No More “Mr. Nice Guy”

Have you noticed how requests for your time are always couched as benefits, or presented in a way to stroke your ego?  You are told: helping to raise funds or give a speech will provide so much exposure; serving on the board will give you leadership opportunities or increase your standing in the community; chaperoning the kids' outing will help give you time outdoors.  Please help because you are the best planner and Roberto's retirement party deserves the best.  We need your guidance on, could you help with, you are so good at . . .  The requests go on and on. 

Expectations, both internal and external, can be quite insidious.  Some are not even direct requests, rather assumptions that you will take on a particular responsibility. Suddenly, jobs fall onto your plate unnoticed.  Not saying "no" when you need to do so is the real trap.  Are you guilty of being more sensitive to the needs of other people than you are to your own?  Why is it so tempting to shift your priorities to the back burner in favor of meeting everyone else's requests?  Are any of these underlying reasons true for you?

  • I like the image of myself as a person who can juggle all these things.  It boosts my ego.
  • Being helpful makes me feel needed
  • Saying "no" is rude.
  • I feel guilty when I say "no."
  • If I say "no,” they won’t like me.

Saying "yes" too often piles another burden or obligation onto your already overflowing plate.  Other people won't respect your limits until you learn to set them from the very beginning.  Never forget where that extra time comes from to "help out.”  Usually, from your rapidly disappearing free time.

To begin saying "no" more often, think through the request, look at your schedule, and evaluate your interest, desire, ability, energy and time.  Review the request in light of your priorities, some of which are based on who really counts in your life.  To what activities would you like to donate your effort and experience?  If there is objectively too much to do, it can’t all be done.  Period. Watch for the trap of magical thinking; the belief that you will (somehow, magically) "have more time later."

This is not to say that helping others or donating time to worthy causes is to be avoided as a waste of time.  It can be noble and satisfying.  It is only a problem when doing so will take away time from other important areas of your life.  In order to keep your plate from overflowing, you must be willing to say "no" to gain the time for something else. Decide where responsibility to yourself begins and your responsibility to others ends.  Keep in mind that a "no" is simply the refusal of a request for you to volunteer your time.  It is not a personal rejection of the other person or a reflection of their self-worth or importance.  Honoring your time and your earlier, previously given promises is simply a matter of respect—respect for yourself and your commitments.  It is better to be wholeheartedly involved when you do agree to help out than to become overextended and feel resentful toward the request, the requester and the project.

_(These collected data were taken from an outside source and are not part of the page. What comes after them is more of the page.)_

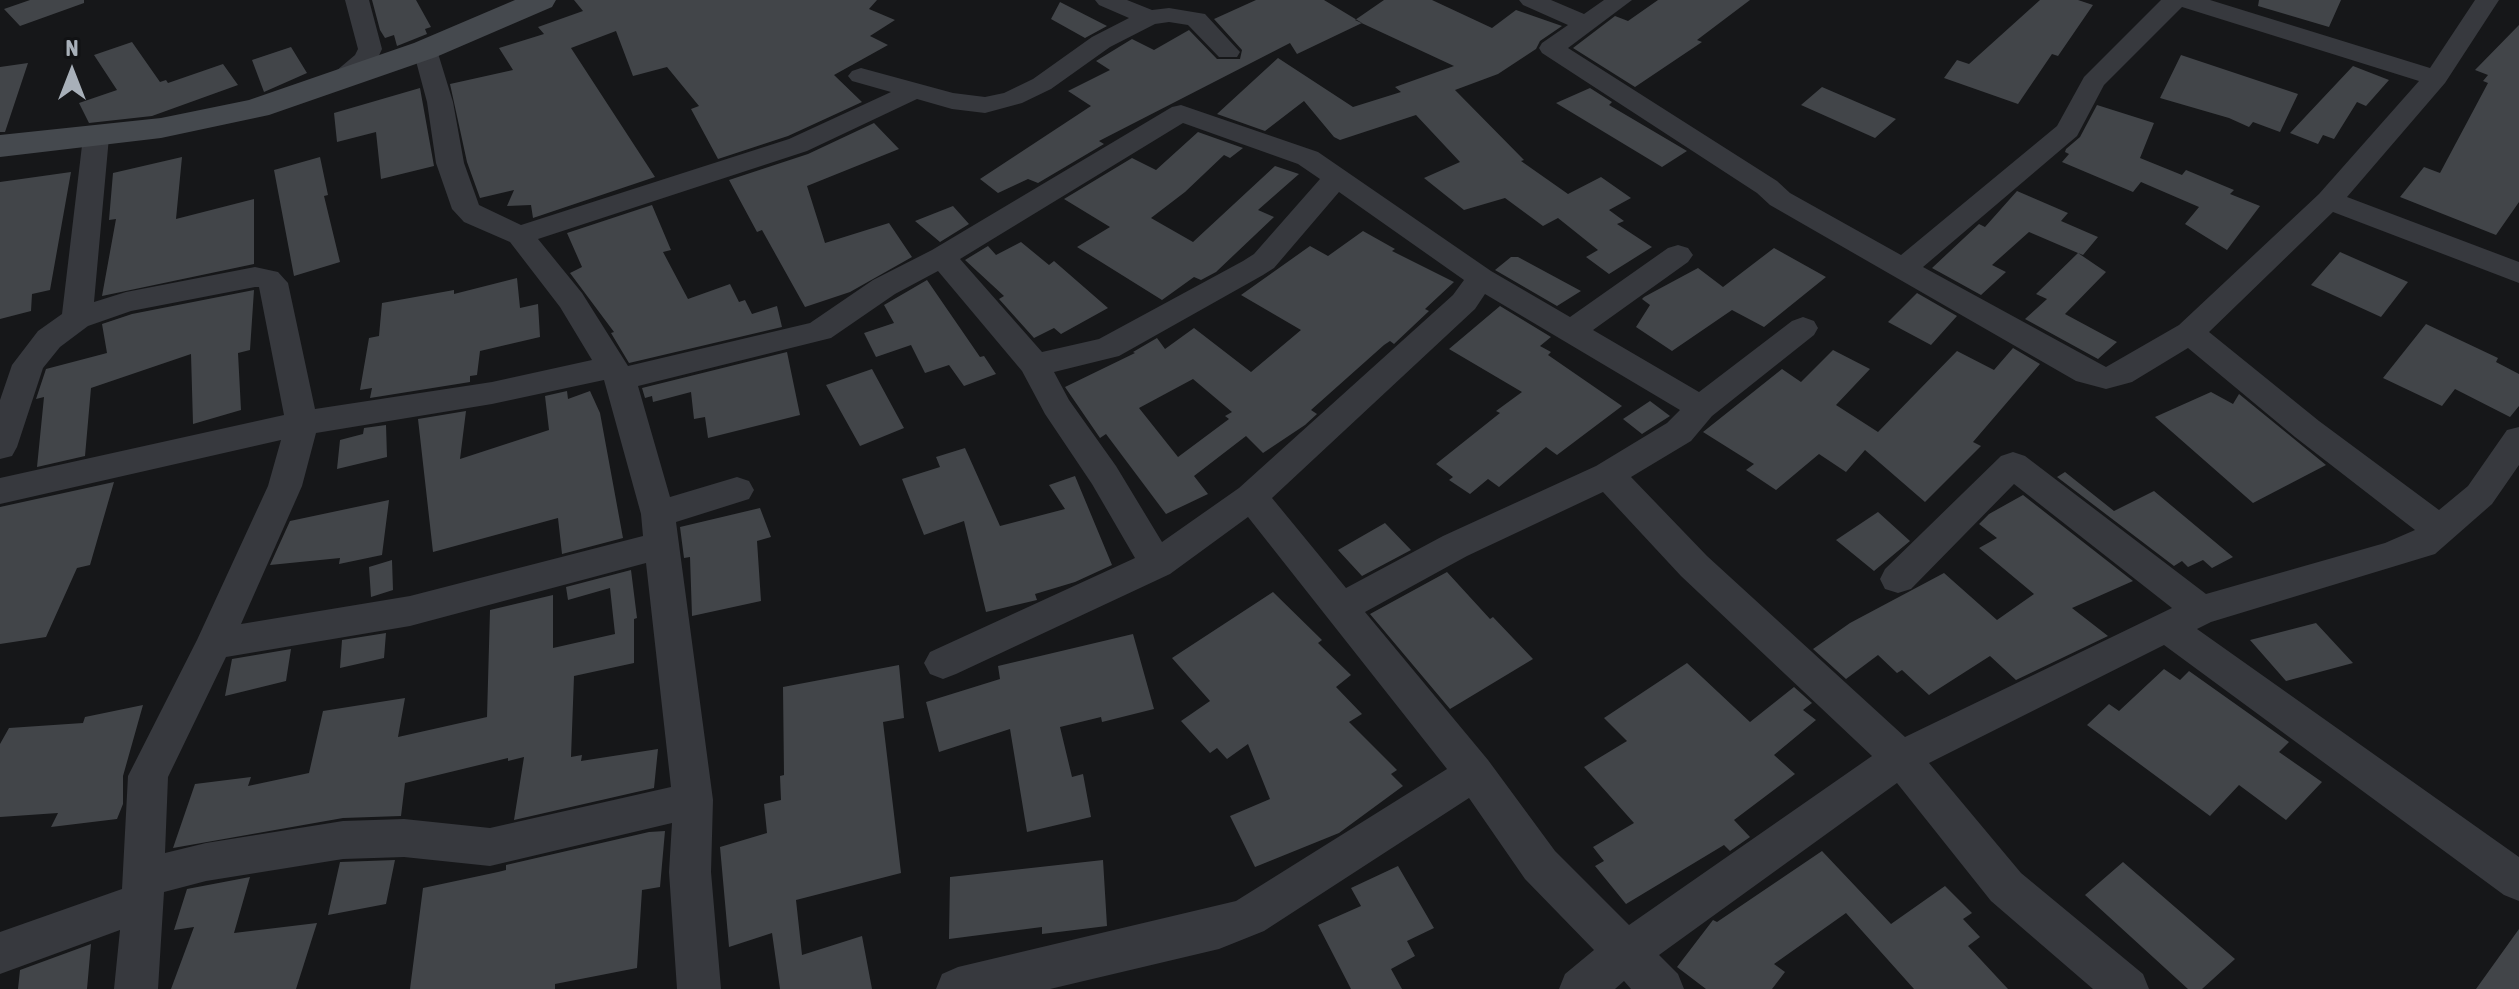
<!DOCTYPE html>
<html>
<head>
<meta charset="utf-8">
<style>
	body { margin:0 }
	#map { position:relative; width:2519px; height:989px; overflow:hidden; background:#161719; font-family:"Asap Condensed",sans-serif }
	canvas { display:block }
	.north { position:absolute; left:32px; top:32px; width:80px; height:80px; -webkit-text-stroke:6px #111214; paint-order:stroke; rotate:0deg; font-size:22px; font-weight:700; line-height:32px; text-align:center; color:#a8b0b9 }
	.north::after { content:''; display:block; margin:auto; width:28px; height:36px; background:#a8b0b9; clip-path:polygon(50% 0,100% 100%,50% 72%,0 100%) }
</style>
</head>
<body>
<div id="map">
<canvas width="2519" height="989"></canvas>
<div class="north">N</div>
</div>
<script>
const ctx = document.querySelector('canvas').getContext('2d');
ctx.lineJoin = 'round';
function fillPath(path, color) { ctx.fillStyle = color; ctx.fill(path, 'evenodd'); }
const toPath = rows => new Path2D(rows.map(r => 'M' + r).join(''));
const building = toPath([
	[30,0,84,0,84,3,20,26,4,9],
	[372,0,416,0,431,27,425,29,427,34,397,46,394,35,385,38,380,30],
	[574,0,877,0,869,9,895,20,870,36,888,45,834,75,862,102,788,136,718,159,691,109,699,106,667,67,633,76,616,31,571,48,655,177,533,218,531,205,507,206,514,190,480,198,467,162,450,84,513,70,499,48,544,34,538,27,583,11],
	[1256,0,1324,0,1362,23,1297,54,1290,43,1099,141,1104,144,1038,183,1028,179,998,193,980,179,1091,106,1068,91,1110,70,1096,61,1132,39,1154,50,1189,30,1217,59,1240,59,1242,50,1214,19],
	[1384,0,1432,0,1492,28,1516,10,1562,26,1540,41,1536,49,1498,74,1455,90,1524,160,1521,161,1568,194,1601,177,1631,198,1609,210,1624,221,1617,224,1652,247,1609,274,1586,257,1598,250,1558,218,1543,226,1505,198,1464,210,1424,178,1460,162,1416,115,1340,140,1334,137,1304,101,1265,131,1217,114,1278,58,1353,107,1401,92,1395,87,1454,66,1355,20],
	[1658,0,1750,0,1697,40,1702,42,1635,87,1573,48,1615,16,1628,21],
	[2040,0,2078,0,2093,5,2058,56,2052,54,2018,104,1944,78,1957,60,1969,64],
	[2259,0,2341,0,2329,27,2258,6],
	[1060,2,1107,26,1085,38,1051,19],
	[2519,25,2519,202,2496,235,2400,197,2424,167,2440,173,2488,83,2483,81,2488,75,2475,70],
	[132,42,160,82,166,80,168,83,223,64,238,85,152,116,89,123,79,103,117,90,94,55],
	[291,47,307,73,264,92,252,60],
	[2181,55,2298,94,2280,132,2253,122,2249,127,2229,118,2160,98],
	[28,63,5,132,0,132,0,67],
	[2353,66,2389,80,2366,106,2357,102,2334,139,2323,135,2318,144,2290,133],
	[1822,87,1866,106,1896,119,1875,138,1801,105],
	[420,88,434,166,381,179,376,132,337,142,334,113],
	[1590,88,1612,102,1609,105,1687,151,1662,167,1556,103],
	[2097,105,2154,123,2140,158,2182,175,2186,170,2234,190,2230,194,2260,206,2227,250,2185,224,2199,207,2141,182,2133,192,2062,162,2069,154,2065,152,2066,149,2080,137],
	[874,123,899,149,807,186,825,243,889,223,912,257,850,292,805,307,762,230,757,232,729,180,808,154],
	[1198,132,1243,148,1230,158,1224,155,1185,192,1151,218,1193,242,1275,166,1299,174,1258,210,1274,217,1216,272,1201,280,1194,277,1162,300,1077,247,1110,227,1064,199,1132,158,1156,170],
	[182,157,176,219,254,199,254,264,102,296,116,219,109,220,113,173],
	[320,157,328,195,324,196,340,262,294,276,274,170],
	[71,172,50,290,32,294,31,311,0,319,0,182],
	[2017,191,2068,213,2061,221,2098,237,2083,255,2078,253,2106,272,2065,314,2117,342,2098,359,2025,319,2047,299,2036,294,2078,253,2029,232,1992,265,2006,272,1981,295,1932,268,1979,224,1985,227],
	[652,205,671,250,663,252,688,299,730,284,739,302,745,300,752,314,777,306,782,327,629,363,611,333,614,332,570,273,582,267,567,233],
	[953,206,969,224,940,242,915,221],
	[1363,231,1395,249,1392,251,1454,282,1425,309,1429,311,1394,344,1390,341,1384,345,1311,410,1317,414,1305,425,1263,453,1246,436,1194,476,1208,494,1166,514,1106,434,1100,438,1065,387,1135,353,1133,352,1157,338,1165,349,1194,328,1251,372,1301,330,1241,295,1310,246,1328,256],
	[1193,379,1232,412,1225,416,1229,419,1178,457,1139,408],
	[1021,242,1049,265,1054,261,1108,308,1061,334,1054,328,1034,338,999,299,1004,296,965,260,988,246,996,255],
	[1774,248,1826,277,1764,327,1732,310,1672,351,1636,327,1650,305,1642,299,1644,297,1698,268,1723,287],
	[2340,252,2408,282,2381,317,2311,285],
	[1511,257,1518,257,1581,291,1557,306,1495,270],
	[517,278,520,308,538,304,540,337,480,351,477,375,470,376,470,382,370,398,372,388,360,390,369,338,379,336,382,303,454,290,454,294],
	[927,280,980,357,984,356,996,374,964,386,949,365,925,373,911,345,876,357,864,333,894,323,884,305],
	[254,290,250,350,238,353,241,410,193,424,191,354,91,388,85,456,37,467,44,397,36,399,46,369,107,353,102,324,132,314],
	[1917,293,1957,316,1931,345,1888,322],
	[1500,306,1551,337,1540,346,1551,352,1548,355,1622,406,1557,455,1546,447,1499,487,1488,479,1470,494,1449,480,1453,477,1436,464,1500,413,1496,411,1522,392,1449,349],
	[2426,324,2498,358,2496,362,2519,374,2519,406,2510,417,2455,389,2442,406,2383,378],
	[2013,348,2040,364,1973,442,1981,446,1925,502,1865,450,1846,472,1819,454,1776,490,1746,470,1754,464,1703,432,1782,369,1801,382,1833,350,1870,369,1836,405,1878,432,1957,351,1994,370],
	[787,352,800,415,708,438,705,417,694,419,691,392,653,402,652,396,645,398,642,388],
	[872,369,904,428,860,446,826,385],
	[567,391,568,399,590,391,600,413,623,538,562,554,558,518,433,552,418,419,466,411,460,459,549,430,545,396],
	[2211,392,2233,404,2239,394,2326,465,2253,503,2155,417],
	[1650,401,1670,416,1642,434,1623,419],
	[386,425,387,457,337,469,340,440,363,434,364,428],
	[965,448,1000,526,1065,509,1049,485,1075,476,1112,565,1075,582,1035,594,1037,600,986,612,964,521,924,535,902,479,940,467,936,457],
	[2065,472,2114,511,2154,491,2233,557,2212,568,2203,560,2188,567,2182,561,2174,566,2057,477],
	[114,482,90,565,77,568,46,637,0,644,0,507],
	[2023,495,2133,581,2072,608,2108,636,2016,680,1990,656,1929,695,1902,670,1897,673,1878,655,1846,679,1813,649,1850,623,1944,573,1997,620,2034,594,1979,548,1997,538,1979,524,1989,514],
	[389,500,382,555,339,564,340,558,270,565,290,521],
	[760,508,771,537,757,541,761,601,692,616,690,557,684,558,680,527],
	[1878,512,1910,541,1874,571,1836,540],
	[1385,523,1411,550,1362,576,1338,550],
	[392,560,393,590,371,597,369,567],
	[631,570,637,618,634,619,634,663,574,676,571,757,582,755,581,761,658,749,654,788,514,820,524,757,508,761,508,758,405,783,401,816,343,818,173,848,195,784,251,777,248,786,309,773,323,711,405,698,398,737,487,717,490,610,553,595,553,648,615,634,610,588,568,600,566,587],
	[1447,572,1490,619,1493,617,1533,659,1450,709,1370,614],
	[1273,592,1322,640,1318,643,1351,675,1336,687,1362,714,1349,722,1397,770,1391,774,1403,786,1339,833,1255,867,1230,816,1270,799,1248,744,1227,759,1217,748,1210,753,1181,721,1210,701,1172,658],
	[2316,623,2353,663,2286,681,2250,640],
	[386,633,384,658,340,668,342,640],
	[1133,634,1154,709,1102,722,1101,717,1060,727,1072,777,1083,774,1091,817,1027,832,1010,729,939,752,926,702,1000,679,998,666],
	[291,649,286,681,225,696,232,659],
	[1687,663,1750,722,1794,687,1812,703,1803,710,1816,720,1774,755,1795,774,1734,820,1750,837,1730,851,1724,845,1626,904,1595,866,1604,861,1593,847,1634,823,1584,767,1627,741,1604,718],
	[899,665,904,718,883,722,901,873,796,900,802,955,862,936,872,989,780,989,772,933,729,947,720,847,767,833,764,804,781,800,780,776,784,775,783,687],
	[2164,669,2180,680,2189,671,2289,742,2279,752,2322,782,2286,820,2239,785,2210,816,2087,725,2109,704,2119,711],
	[143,705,123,776,123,804,117,819,51,827,58,813,0,817,0,744,9,728,83,723,85,717],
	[665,831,660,887,642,890,637,968,555,984,555,989,410,989,423,888,498,872,506,870,506,865,649,832],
	[1822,851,1891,924,1945,886,1972,913,1963,919,1980,937,1968,946,2008,989,1914,989,1846,913,1774,964,1785,972,1772,989,1706,989,1677,967,1713,920,1717,922],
	[395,860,386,904,328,915,340,862],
	[1103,860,1107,926,1042,934,1042,927,949,939,950,877],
	[2123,862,2235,959,2202,989,2188,989,2085,895],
	[1398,866,1434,928,1407,941,1415,956,1391,969,1402,989,1351,989,1318,925,1361,906,1351,888],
	[250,877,234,933,317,923,296,989,171,989,194,927,174,930,187,889],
	[2519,929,2519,989,2476,989],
	[91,944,87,989,18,989,20,970]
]);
const street = toPath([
	[345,0,369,0,382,49,375,64,345,87,336,90,327,87,323,82,355,55,358,49,345,0],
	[1095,0,1127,0,1152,10,1169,8,1205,14,1240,52,1237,57,1219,57,1188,25,1169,22,1155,24,1110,47,1051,89,1022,103,985,113,952,109,917,99,807,151,538,239,582,293,628,366,810,323,873,280,932,250,1172,107,1181,105,1318,152,1491,271,1570,317,1668,248,1678,245,1688,248,1693,255,1688,262,1593,330,1699,392,1792,321,1803,317,1814,321,1818,328,1814,335,1712,416,1691,441,1631,477,1707,556,1905,737,2172,608,2014,484,1911,589,1898,593,1885,589,1880,579,1885,569,2001,456,2013,452,2025,456,2206,594,2385,543,2415,530,2295,437,2188,348,2132,382,2121,385,2106,389,2076,381,1770,205,1757,193,1542,53,1539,48,1542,43,1568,25,1523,5,1519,0,1551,0,1584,14,1604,0,1632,0,1568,48,1777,181,1790,193,1901,255,2057,126,2084,77,2161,0,2210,0,2430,68,2475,0,2499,0,2445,83,2347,197,2519,262,2519,283,2333,212,2209,332,2319,421,2439,510,2468,486,2507,430,2519,427,2519,465,2492,504,2435,554,2211,622,2197,629,2519,857,2519,901,2504,895,2164,645,1929,763,2021,873,2143,974,2149,989,2093,989,1991,901,1897,783,1659,955,1678,974,1684,989,1631,989,1624,981,1615,989,1559,989,1565,974,1594,950,1525,879,1469,798,1264,931,1219,949,1050,989,936,989,942,974,958,967,1236,901,1447,769,1248,517,1170,574,956,674,943,679,930,674,924,663,930,652,1135,558,1092,484,1045,414,1022,371,938,271,895,294,831,338,638,386,670,497,737,477,749,481,754,490,749,499,676,522,713,800,711,872,721,989,677,989,669,872,672,823,490,866,404,857,343,859,206,881,164,892,158,989,114,989,120,930,0,974,0,932,122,889,128,776,197,640,268,486,281,440,0,504,0,478,284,415,259,287,255,287,131,311,88,326,60,347,43,368,17,447,12,456,0,459,0,400,12,365,38,331,62,314,83,137,87,131,105,131,109,137,94,302,126,292,255,267,278,272,288,283,315,409,492,382,592,360,560,307,510,242,464,222,452,209,436,163,427,102,413,50,416,45,425,43,434,45,437,50,453,102,464,163,479,205,521,225,789,139,891,92,852,81,848,76,852,71,861,68,953,93,985,97,1004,93,1033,79,1092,37,1129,18,1099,5,1095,0],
	[2182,7,2419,81,2319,194,2179,325,2106,367,1923,267,2077,136,2104,85,2182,7],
	[1183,123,1298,164,1320,179,1254,254,1243,261,1099,339,1042,352,960,259,1183,123],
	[1339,192,1464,280,1453,295,1239,488,1162,542,1116,466,1069,400,1054,372,1119,356,1263,275,1274,268,1339,192],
	[1485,294,1680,410,1667,423,1596,466,1443,536,1346,588,1272,498,1475,309,1485,294],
	[604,380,641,514,643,536,410,596,241,624,302,486,316,433,492,404,604,380],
	[1603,492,1681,576,1872,756,1629,925,1555,851,1488,760,1365,612,1467,556,1603,492],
	[646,563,671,787,490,828,404,819,343,821,206,843,165,853,168,777,226,657,410,626,646,563]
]);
const secondary = toPath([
	[515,0,556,0,552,7,436,57,269,115,161,138,0,157,0,135,161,118,249,100,414,43,515,0]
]);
fillPath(building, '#424549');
fillPath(street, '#37393e');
fillPath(secondary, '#45494e');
</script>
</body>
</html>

Saying "no" appropriately is also better than coming back later and reneging on your agreement.  This leaves the requester in the lurch and feeling resentful toward you.  Here is an easy process for saying "no" that, with practice, will become easier:

  1. Listen to the request in its entirety to make sure that you understand what is being asked of you.
  2. Say "no" immediately. Do not be tempted to justify first, or offer a slew of excuses.  If you are thinking "no," say so right away without hesitation.
  3. Give reasons. The explanation should be short and about you, e.g., "I already have a prior commitment."  "I do not have any free time."  "I can't take on anything else right now."  Avoid accusatory comments, such as, "You are always coming to me, why not try someone else?"  This
  4. Offer alternatives.  Help the other person find alternative ways to solve the problem or meet his or her need.  Perhaps you can be available at a future date.  You might be able to accommodate part of the request but not all of it.  Offer the name of another person, group, or organization that could be of assistance.
  5. Never agree before checking your calendar.  If an immediate answer is required, say "no."  If you are unsure, say, "I need time to think about it.  I will get back to you tomorrow if I can participate."
  6. Buy yourself time. If a face-to-face refusal is too difficult, offer to call or e-mail them by the end of the day with a decision. When the pressure of looking directly at the person is removed, you can comfortably take stock and make an evaluation.  Then say "no" firmly and without guilt.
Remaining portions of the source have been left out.